- To do -
Filter the records for "Yapı" and keep each line that has it.

- Input records -
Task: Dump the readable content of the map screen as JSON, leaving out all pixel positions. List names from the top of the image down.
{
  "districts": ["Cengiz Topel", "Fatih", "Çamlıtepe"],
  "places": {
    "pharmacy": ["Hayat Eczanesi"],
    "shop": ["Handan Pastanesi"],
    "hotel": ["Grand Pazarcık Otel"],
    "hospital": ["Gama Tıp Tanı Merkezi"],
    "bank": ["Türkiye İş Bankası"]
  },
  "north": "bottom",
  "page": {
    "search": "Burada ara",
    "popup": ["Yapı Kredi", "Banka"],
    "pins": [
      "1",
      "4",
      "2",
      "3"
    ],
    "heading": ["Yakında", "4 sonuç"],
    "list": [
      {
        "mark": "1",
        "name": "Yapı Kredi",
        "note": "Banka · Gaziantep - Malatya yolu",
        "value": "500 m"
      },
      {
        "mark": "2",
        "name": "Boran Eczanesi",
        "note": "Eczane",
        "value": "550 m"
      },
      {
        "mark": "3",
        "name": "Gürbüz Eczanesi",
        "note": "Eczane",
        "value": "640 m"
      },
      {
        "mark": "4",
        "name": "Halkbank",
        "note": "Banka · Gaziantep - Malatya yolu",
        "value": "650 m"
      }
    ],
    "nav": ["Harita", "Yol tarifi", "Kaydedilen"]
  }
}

- Reply to the exercise -
    "popup": ["Yapı Kredi", "Banka"],
        "name": "Yapı Kredi",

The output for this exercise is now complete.